SEAT’s mid-range SUV is sharp to drive and look at
- Sharp yet smart styling
- High-tech kit list
- Practical interior
- Good to drive
- Slightly dull interior
- Firm ride on some models
- No adaptive dampers
SEAT might have been late to the SUV market when it launched the Ateca crossover in 2016, but few could argue it’s wasted any time playing catch-up. Combining excellent practicality, keen pricing and sharp handling, the Ateca is a strong debut SUV for the Spanish manufacturer.
Now joined by the smaller Arona and soon-to-arrive Skoda Kodiaq-based Tarraco, it sits right at the heart of manufacturer’s SUV range and goes head to head with rivals such as the Nissan Qashqai, Renault Kadjar and Ford Kuga. Read on for more on why we rate the SEAT Ateca so highly.
SEAT Ateca: five trim levels incluing FR
You can pick from S, SE, SE Technology, FR and Xcellence specifications, plus there was a limited run of First Edition cars from available at launch.
The latter uses information crowd-sourced from 13,000 people during a competition called “Designed by You” and was packed with exciting gadgets including Traffic Jam Assist, which drives the car for you on congested city streets.
Standard cars come with 16-inch alloys, air-con, LED daytime-running lights, a five-inch touchscreen, split-folding rear seats, plus a leather steering wheel and gearknob, but you’ll want to move further up the range for a more plush-feeling Ateca.
There’s a whole raft of safety and assistance systems that can be added as well, making your driving experience as stress-free as possible.
Six engines - three petrol and three diesel
A hardcore Cupra Ateca is on the way, but that's a separate make now. For 2018, the line-up consists of your usual choice of petrol and diesel engines in a wide range of outputs.
Petrol-wise there’s a fuel-sipping 1.0-litre TSI unit with three cylinders and a 1.4-litre EcoTSI that can shut down half its cylinders when they’re not needed to maximise economy.

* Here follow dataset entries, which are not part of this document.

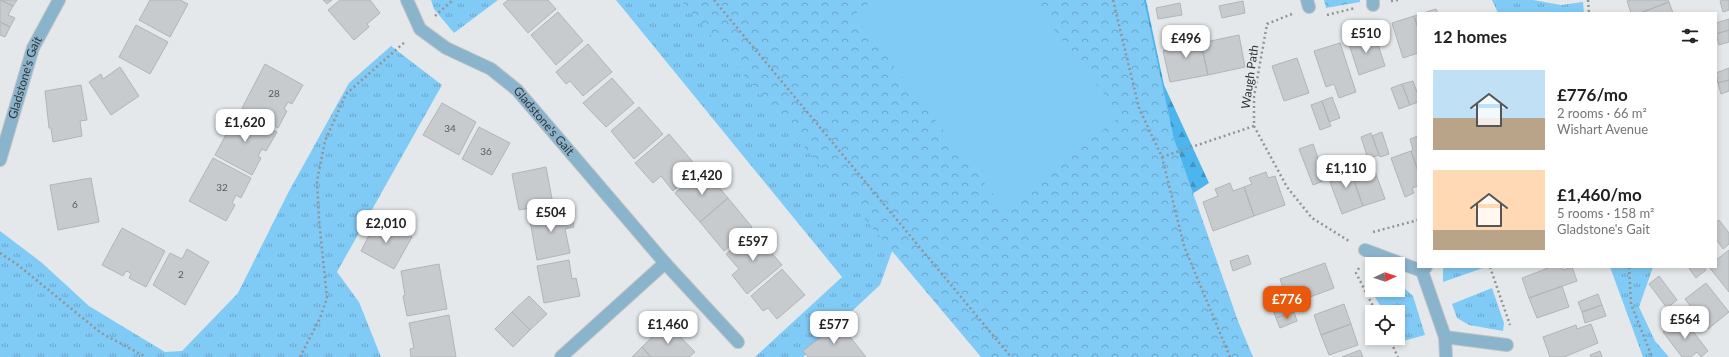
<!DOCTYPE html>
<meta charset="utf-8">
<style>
body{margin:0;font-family:Lato,sans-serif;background:#f2f2f2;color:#202124;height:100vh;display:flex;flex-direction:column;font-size:15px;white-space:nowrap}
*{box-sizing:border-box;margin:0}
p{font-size:13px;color:#757577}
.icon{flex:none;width:22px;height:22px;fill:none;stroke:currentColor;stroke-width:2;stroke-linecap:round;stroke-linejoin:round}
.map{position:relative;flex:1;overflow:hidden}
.side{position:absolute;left:1417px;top:12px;width:300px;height:256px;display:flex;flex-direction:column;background:#fff;border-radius:0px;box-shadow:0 2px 6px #0003}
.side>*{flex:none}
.needle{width:26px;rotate:86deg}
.buttons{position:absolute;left:1365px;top:257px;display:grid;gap:8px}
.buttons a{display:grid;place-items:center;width:40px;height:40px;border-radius:0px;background:#fff;box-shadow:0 2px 6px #0003;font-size:20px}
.price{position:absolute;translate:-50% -34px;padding:0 9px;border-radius:8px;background:#fff;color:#222;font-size:13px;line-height:26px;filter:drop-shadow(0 1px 2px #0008)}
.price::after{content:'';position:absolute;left:50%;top:24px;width:12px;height:9px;margin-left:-6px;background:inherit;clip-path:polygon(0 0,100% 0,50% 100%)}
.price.on{background:#ea580c;color:#fff}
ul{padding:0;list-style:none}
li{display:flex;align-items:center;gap:12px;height:100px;padding:0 16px}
li span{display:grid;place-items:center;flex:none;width:112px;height:80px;border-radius:0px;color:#555}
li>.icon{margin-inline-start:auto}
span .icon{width:48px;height:48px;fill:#fffc;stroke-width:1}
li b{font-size:17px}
h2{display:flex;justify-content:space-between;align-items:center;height:48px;padding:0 16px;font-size:17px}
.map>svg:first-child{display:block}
</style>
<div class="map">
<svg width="1729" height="357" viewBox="0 0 1729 357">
<defs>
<pattern id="grass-tufts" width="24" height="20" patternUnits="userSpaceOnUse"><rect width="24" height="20" fill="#80caf6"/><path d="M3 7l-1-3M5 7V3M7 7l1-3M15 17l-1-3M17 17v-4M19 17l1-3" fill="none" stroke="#69a5c8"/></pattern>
<pattern id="forest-firs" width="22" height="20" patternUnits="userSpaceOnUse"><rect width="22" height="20" fill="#4cb5ed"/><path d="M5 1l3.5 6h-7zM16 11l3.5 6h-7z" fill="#4094c1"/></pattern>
<pattern id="park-crowns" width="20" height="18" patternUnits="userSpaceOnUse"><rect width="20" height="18" fill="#80caf6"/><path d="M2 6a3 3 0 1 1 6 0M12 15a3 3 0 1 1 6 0" fill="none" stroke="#69a5c8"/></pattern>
</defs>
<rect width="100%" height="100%" fill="#e5e8ea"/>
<path fill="url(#grass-tufts)" d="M431,0H498L454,33L434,9Z
M616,0H685L895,243L880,285L803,357H755L842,277Z
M1492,0H1533L1561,5L1583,2L1584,13H1498Z
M391,46L442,85L337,272L359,302L381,357H0V231L41,262L89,306L165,352L182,351L238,293L288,193L349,83Z
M1445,267H1486L1443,282V269Z
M1610,267H1653L1639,307L1655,341L1669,357H1643Z
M1492,288L1504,323L1503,331L1469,325L1457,318L1452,304Z
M1405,289L1413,296L1425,335L1400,342L1398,338V312H1384L1375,297Z"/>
<path fill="url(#forest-firs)" d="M1112,0H1146L1164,85L1209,183L1175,205Z"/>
<path fill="url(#park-crowns)" d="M681,0H1144L1174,139L1238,321L1253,357H981Z
M1324,0H1360V2L1326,8Z"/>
<path fill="#80caf6" d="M873,0H1031L1121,116L1003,207L854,15Z"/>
<path fill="#c8cbce" stroke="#b1b5b7" d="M0,0L13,6L8,15L15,18L10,27L0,22Z
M1,0H17L13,6Z
M150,0H180L188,4L170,37L139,20Z
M323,0H332L327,4Z
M340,0H370L380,13L367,24L369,27L354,40L328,10Z
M508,0H548L556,9L528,33L503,4Z
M1631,0H1668L1669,2L1640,13H1631L1627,1Z
M1724,0H1729V10L1723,12L1720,1Z
M1243,1L1245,13L1222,18L1219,6Z
M1669,2L1673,13H1640Z
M1180,3L1182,15L1158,19L1156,8Z
M1436,9L1438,13H1423Z
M558,12L583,41L556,65L531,35Z
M1418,15V28L1414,16Z
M1414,16L1418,28V53L1403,58L1392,23Z
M1729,19V30L1716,34V23Z
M0,22L10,27L5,37L0,35Z
M136,25L168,42L150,74L119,57Z
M1729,30V42L1719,45L1716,34Z
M1198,31L1208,75L1170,82L1163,51L1180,48L1178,35Z
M1374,32L1385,66L1359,75L1348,41Z
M1239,35L1245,67L1208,75L1201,43Z
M1340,43L1356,92L1339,98L1334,84L1326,87L1314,51Z
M588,44L612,72L583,96L570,81L566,84L556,72Z
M1297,58L1309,93L1284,101L1272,66Z
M265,64L303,85L292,104L288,102L284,109L287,111L278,128L242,108Z
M120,67L139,96L111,115L89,82L101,74L103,79Z
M1729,68V80L1718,83L1716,73Z
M612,78L634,103L606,127L583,103Z
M1729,80V91L1721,94L1718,83Z
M1413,81L1418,95V102L1410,105L1402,84Z
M1402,84L1410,105L1399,109L1391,88Z
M81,85L87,120L80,121L82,136L53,142L51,128H49L45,91Z
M1332,97L1340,118L1329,122L1322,101Z
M1322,101L1331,126L1320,130L1311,105Z
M442,103L476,122L459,155L423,135Z
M639,107L663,134L634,159L611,131Z
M239,111L277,132L266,151L262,149L258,156L261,158L252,175L215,155Z
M479,127L510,143L492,175L462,159Z
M1382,132L1389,154L1380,157L1372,136Z
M1371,133L1379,155L1368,159L1361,137Z
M669,134L699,169L673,191L661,176L653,183L635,163Z
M1418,136V171L1411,151L1413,150L1410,139Z
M1313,144L1326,180L1313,185L1299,149Z
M1411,151L1418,171V186L1412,188L1414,193L1405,197L1391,158Z
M1359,156L1364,169L1373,166L1385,199L1363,206L1352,174L1353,173L1349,160Z
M213,158L251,178L241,198L236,195L232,203L235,205L226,221L189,201Z
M1346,160L1363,206L1342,214L1330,182L1338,179L1333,165Z
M546,167L553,204L519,210L512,174Z
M703,169L728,198L700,222L675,193Z
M1266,172L1268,178L1275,176L1285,205L1254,216L1244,187L1252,184L1249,178Z
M91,178L99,222L58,230L50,185Z
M1230,183L1233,191L1244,187L1254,216L1213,231L1203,202L1218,196L1215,189Z
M728,198L752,227L724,251L700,222Z
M570,207L574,227L565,229L570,253L537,260L529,215Z
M378,218L412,237L394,269L361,251Z
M1719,220L1729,233V244L1723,249L1716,239V222Z
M122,228L165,251L146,287L129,278L131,274L129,272L126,271L123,276L102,265Z
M753,231L782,265L747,294L732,275L739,269L726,254Z
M187,249L209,262L185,305L153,285L170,253L182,259Z
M1729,250V292L1709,267H1716V260Z
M1248,255L1251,264L1233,271L1230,261Z
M569,260L572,279L576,278L580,296L544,303L537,266Z
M1325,263L1334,288L1289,305L1280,279Z
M439,264L447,309L407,316L403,296L405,295L401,271Z
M1551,267H1562L1563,270L1572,267L1577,281L1529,298L1522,278Z
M1688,267H1704L1706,270L1696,278Z
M782,269L805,295L777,319L768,308L763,311L751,296Z
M1659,276L1677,300L1667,308L1649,284Z
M1706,283L1729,312L1708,329L1685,299Z
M1562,286L1569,307L1537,318L1529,298Z
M1598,294L1602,305L1582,312L1578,302Z
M529,296L547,314L530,330L512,312Z
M1288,302L1294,312L1276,318L1272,307Z
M1344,304L1351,324L1321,335L1314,315Z
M1602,305L1606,316L1585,323L1582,312Z
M512,312L530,330L513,347L495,329Z
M1294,312L1297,321L1280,328L1276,318Z
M449,315L456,357H411L410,349L414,348L409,323Z
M1682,317L1708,351L1701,357L1697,352L1691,357H1682L1663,332Z
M667,323L695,352L689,357H651L642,347Z
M839,323L866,357H808L803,351Z
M1351,324L1358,345L1329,355L1321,335Z
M1591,324L1598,343L1564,357H1550L1543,337L1576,325L1577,329Z
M642,347L651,357H632Z
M1360,350L1363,357H1342Z
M1600,351L1602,357H1591L1590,355Z"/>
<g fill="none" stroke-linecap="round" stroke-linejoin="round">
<g stroke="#c1c4c6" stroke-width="14">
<g id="minor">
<path id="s1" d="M407,0L420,29L446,48L491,69L517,90L665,263L738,342"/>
<path d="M1307,0L1309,7"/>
<path d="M1373,5V0"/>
<path id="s2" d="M0,160L33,48L59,0"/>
<path d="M1365,250L1422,271L1426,267"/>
<path d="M1422,271L1445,337L1446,357"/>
<path d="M1445,337L1507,345"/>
<path d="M561,357L665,263"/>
</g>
</g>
<path stroke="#919394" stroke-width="2.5" stroke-dasharray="2 3" stroke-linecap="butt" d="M714,0L1011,357
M1113,0L1139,108L1162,157L1184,246L1230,357
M1588,0L1589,13
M1391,1L1398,0
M1292,14L1267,24L1254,97V126L1287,187L1312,218L1349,241
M1327,15L1355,8
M435,16L453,0
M1162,157L1254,126
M1373,232L1418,220
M0,253L18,265L101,333L146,357
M1490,267L1510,325
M1629,267L1631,304L1652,357
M1359,268L1356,273L1376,312
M1389,338L1398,357
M300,357L320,318L327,298L319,220L317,181L325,141L346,94L406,41"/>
<use href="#minor" stroke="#8ab3cc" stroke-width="12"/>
</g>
<g text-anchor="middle" stroke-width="3" stroke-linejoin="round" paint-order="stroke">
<g font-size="10" fill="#58595a">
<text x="274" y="97">28</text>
<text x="450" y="132">34</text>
<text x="486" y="155">36</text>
<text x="222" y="191">32</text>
<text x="75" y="208">6</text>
<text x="181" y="278">2</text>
</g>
<g font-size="12" fill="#323334" stroke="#e5e8ea">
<text transform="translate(1250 77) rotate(-82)" y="4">Waugh Path</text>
<text dy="4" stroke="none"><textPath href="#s2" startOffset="86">Gladstone's Gait</textPath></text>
<text dy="4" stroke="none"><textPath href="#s1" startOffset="188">Gladstone's Gait</textPath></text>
</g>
</g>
</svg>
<div class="buttons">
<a><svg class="needle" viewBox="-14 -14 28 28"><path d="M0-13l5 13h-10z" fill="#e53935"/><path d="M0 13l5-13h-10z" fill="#757577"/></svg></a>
<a><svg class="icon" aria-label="locate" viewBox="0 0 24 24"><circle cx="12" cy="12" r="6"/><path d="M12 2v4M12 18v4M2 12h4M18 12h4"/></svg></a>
</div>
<b class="price" style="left:1366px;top:54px">£510</b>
<b class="price" style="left:1186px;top:59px">£496</b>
<b class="price" style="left:245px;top:143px">£1,620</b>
<b class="price" style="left:1346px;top:189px">£1,110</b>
<b class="price" style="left:702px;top:196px">£1,420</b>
<b class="price" style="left:551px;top:233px">£504</b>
<b class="price" style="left:386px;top:244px">£2,010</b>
<b class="price" style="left:753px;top:262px">£597</b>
<b class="price on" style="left:1287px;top:320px">£776</b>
<b class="price" style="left:1685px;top:340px">£564</b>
<b class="price" style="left:668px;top:345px">£1,460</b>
<b class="price" style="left:834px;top:345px">£577</b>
<section class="side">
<h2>12 homes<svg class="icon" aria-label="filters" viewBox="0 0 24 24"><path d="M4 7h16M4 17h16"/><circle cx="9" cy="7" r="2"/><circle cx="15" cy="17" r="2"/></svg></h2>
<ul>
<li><span style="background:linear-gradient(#bfe0f5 60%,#b9a48a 0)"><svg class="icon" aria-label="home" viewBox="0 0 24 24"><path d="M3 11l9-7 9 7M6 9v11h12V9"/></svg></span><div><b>£776/mo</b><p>2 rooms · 66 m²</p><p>Wishart Avenue</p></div></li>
<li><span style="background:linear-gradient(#ffd9b3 75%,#b9a48a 0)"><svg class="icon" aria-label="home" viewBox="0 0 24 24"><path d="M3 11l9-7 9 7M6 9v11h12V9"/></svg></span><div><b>£1,460/mo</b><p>5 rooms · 158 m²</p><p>Gladstone's Gait</p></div></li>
</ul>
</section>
</div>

Sitting at the top of the range are a pair of 2.0-litre engines, each with 190hp, petrol or diesel.
The rest of the diesel range is made up of familiar 1.6-litre TDI and 2.0-litre TDI diesels, but you can learn more about the engine range in the Performance section of this review.
Does the Ateca drive like a SEAT?
Alongside those sharp creases in the bodywork, an equally sharp drive has become something of a SEAT hallmark.
We’re happy to report that the Ateca carries on this tradition with a firm but supple ride and steering that reacts quickly to wheel movements. In short, it’s great fun for what is essentially a sensible family car.
Can those good looks and sporty characteristics do enough to drag customers away from default SUVs like the Nissan Qashqai, though?
As of March 2018, the Cupra performance designation for SEAT cars became an independent sub-brand in its own right.
Seven Cupra models will be launched between now and 2020, with the Ateca the first. Powered by a 300hp 2.0-litre TSI engine, it features a seven-speed DSG gearbox and all-wheel drive as well as being capable of accelerating from 0-62mph in 5.4 seconds and hitting a 152mph top speed. The Cupra Ateca is set to go on sale in late 2018.
The Parkers Verdict
The SEAT Ateca offers sharp styling, fairly compact dimensions and one of the most spacious interiors of any car of its size.
There’s wide choice of engines to choose from, too, which boosts its appeal as a driver’s car, and not just a family runaround. Add to that a well-equipped interior that feels well built (if a little dull) and it’s an excellent proposition.